• _Task prompt_:
The full set of entries needs to be reproduced exactly.

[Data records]
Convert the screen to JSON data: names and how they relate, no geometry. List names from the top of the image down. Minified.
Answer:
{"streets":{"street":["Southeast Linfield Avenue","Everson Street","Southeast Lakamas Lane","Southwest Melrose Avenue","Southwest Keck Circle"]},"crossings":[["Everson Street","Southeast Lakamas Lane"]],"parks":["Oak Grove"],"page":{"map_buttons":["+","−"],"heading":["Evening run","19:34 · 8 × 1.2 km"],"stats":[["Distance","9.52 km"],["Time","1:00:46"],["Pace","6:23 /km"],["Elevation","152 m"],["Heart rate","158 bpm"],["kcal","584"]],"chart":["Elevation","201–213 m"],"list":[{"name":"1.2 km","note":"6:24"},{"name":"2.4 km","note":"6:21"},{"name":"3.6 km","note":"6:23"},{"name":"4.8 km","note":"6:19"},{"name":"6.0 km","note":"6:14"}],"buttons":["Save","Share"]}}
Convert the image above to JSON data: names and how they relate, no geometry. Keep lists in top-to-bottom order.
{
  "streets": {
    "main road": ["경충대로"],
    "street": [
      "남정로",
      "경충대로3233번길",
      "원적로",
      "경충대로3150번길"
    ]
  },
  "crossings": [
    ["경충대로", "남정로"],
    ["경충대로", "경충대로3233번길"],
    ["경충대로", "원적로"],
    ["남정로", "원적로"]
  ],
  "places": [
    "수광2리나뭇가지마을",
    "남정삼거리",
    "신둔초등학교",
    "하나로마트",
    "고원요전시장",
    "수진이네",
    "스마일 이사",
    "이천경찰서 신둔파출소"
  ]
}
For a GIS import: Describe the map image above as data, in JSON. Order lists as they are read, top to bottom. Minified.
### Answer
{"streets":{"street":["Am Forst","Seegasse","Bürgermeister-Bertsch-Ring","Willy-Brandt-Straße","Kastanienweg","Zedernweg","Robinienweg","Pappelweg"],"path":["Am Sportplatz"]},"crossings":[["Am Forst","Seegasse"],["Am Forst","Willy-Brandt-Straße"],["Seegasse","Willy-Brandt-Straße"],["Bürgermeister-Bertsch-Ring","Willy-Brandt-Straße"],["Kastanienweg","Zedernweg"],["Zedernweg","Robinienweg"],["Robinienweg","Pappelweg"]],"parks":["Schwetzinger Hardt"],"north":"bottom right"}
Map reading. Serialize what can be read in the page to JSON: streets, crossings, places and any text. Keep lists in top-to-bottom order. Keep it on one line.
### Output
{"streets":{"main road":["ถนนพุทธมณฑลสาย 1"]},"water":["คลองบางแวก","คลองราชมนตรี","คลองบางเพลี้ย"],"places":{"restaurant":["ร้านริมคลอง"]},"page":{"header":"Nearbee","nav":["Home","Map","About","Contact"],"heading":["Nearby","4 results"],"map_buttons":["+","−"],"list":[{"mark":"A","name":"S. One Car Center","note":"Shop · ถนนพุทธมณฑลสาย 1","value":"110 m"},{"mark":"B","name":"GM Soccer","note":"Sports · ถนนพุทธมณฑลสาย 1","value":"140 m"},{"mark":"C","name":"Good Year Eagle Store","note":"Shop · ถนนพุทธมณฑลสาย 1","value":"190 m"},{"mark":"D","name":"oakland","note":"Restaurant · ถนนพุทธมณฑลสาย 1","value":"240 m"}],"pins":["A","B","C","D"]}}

• _The completed task_:
Convert the screen to JSON data: names and how they relate, no geometry. List names from the top of the image down. Minified.
Answer:
{"streets":{"street":["Southeast Linfield Avenue","Everson Street","Southeast Lakamas Lane","Southwest Melrose Avenue","Southwest Keck Circle"]},"crossings":[["Everson Street","Southeast Lakamas Lane"]],"parks":["Oak Grove"],"page":{"map_buttons":["+","−"],"heading":["Evening run","19:34 · 8 × 1.2 km"],"stats":[["Distance","9.52 km"],["Time","1:00:46"],["Pace","6:23 /km"],["Elevation","152 m"],["Heart rate","158 bpm"],["kcal","584"]],"chart":["Elevation","201–213 m"],"list":[{"name":"1.2 km","note":"6:24"},{"name":"2.4 km","note":"6:21"},{"name":"3.6 km","note":"6:23"},{"name":"4.8 km","note":"6:19"},{"name":"6.0 km","note":"6:14"}],"buttons":["Save","Share"]}}
Convert the image above to JSON data: names and how they relate, no geometry. Keep lists in top-to-bottom order.
{
  "streets": {
    "main road": ["경충대로"],
    "street": [
      "남정로",
      "경충대로3233번길",
      "원적로",
      "경충대로3150번길"
    ]
  },
  "crossings": [
    ["경충대로", "남정로"],
    ["경충대로", "경충대로3233번길"],
    ["경충대로", "원적로"],
    ["남정로", "원적로"]
  ],
  "places": [
    "수광2리나뭇가지마을",
    "남정삼거리",
    "신둔초등학교",
    "하나로마트",
    "고원요전시장",
    "수진이네",
    "스마일 이사",
    "이천경찰서 신둔파출소"
  ]
}
For a GIS import: Describe the map image above as data, in JSON. Order lists as they are read, top to bottom. Minified.
### Answer
{"streets":{"street":["Am Forst","Seegasse","Bürgermeister-Bertsch-Ring","Willy-Brandt-Straße","Kastanienweg","Zedernweg","Robinienweg","Pappelweg"],"path":["Am Sportplatz"]},"crossings":[["Am Forst","Seegasse"],["Am Forst","Willy-Brandt-Straße"],["Seegasse","Willy-Brandt-Straße"],["Bürgermeister-Bertsch-Ring","Willy-Brandt-Straße"],["Kastanienweg","Zedernweg"],["Zedernweg","Robinienweg"],["Robinienweg","Pappelweg"]],"parks":["Schwetzinger Hardt"],"north":"bottom right"}
Map reading. Serialize what can be read in the page to JSON: streets, crossings, places and any text. Keep lists in top-to-bottom order. Keep it on one line.
### Output
{"streets":{"main road":["ถนนพุทธมณฑลสาย 1"]},"water":["คลองบางแวก","คลองราชมนตรี","คลองบางเพลี้ย"],"places":{"restaurant":["ร้านริมคลอง"]},"page":{"header":"Nearbee","nav":["Home","Map","About","Contact"],"heading":["Nearby","4 results"],"map_buttons":["+","−"],"list":[{"mark":"A","name":"S. One Car Center","note":"Shop · ถนนพุทธมณฑลสาย 1","value":"110 m"},{"mark":"B","name":"GM Soccer","note":"Sports · ถนนพุทธมณฑลสาย 1","value":"140 m"},{"mark":"C","name":"Good Year Eagle Store","note":"Shop · ถนนพุทธมณฑลสาย 1","value":"190 m"},{"mark":"D","name":"oakland","note":"Restaurant · ถนนพุทธมณฑลสาย 1","value":"240 m"}],"pins":["A","B","C","D"]}}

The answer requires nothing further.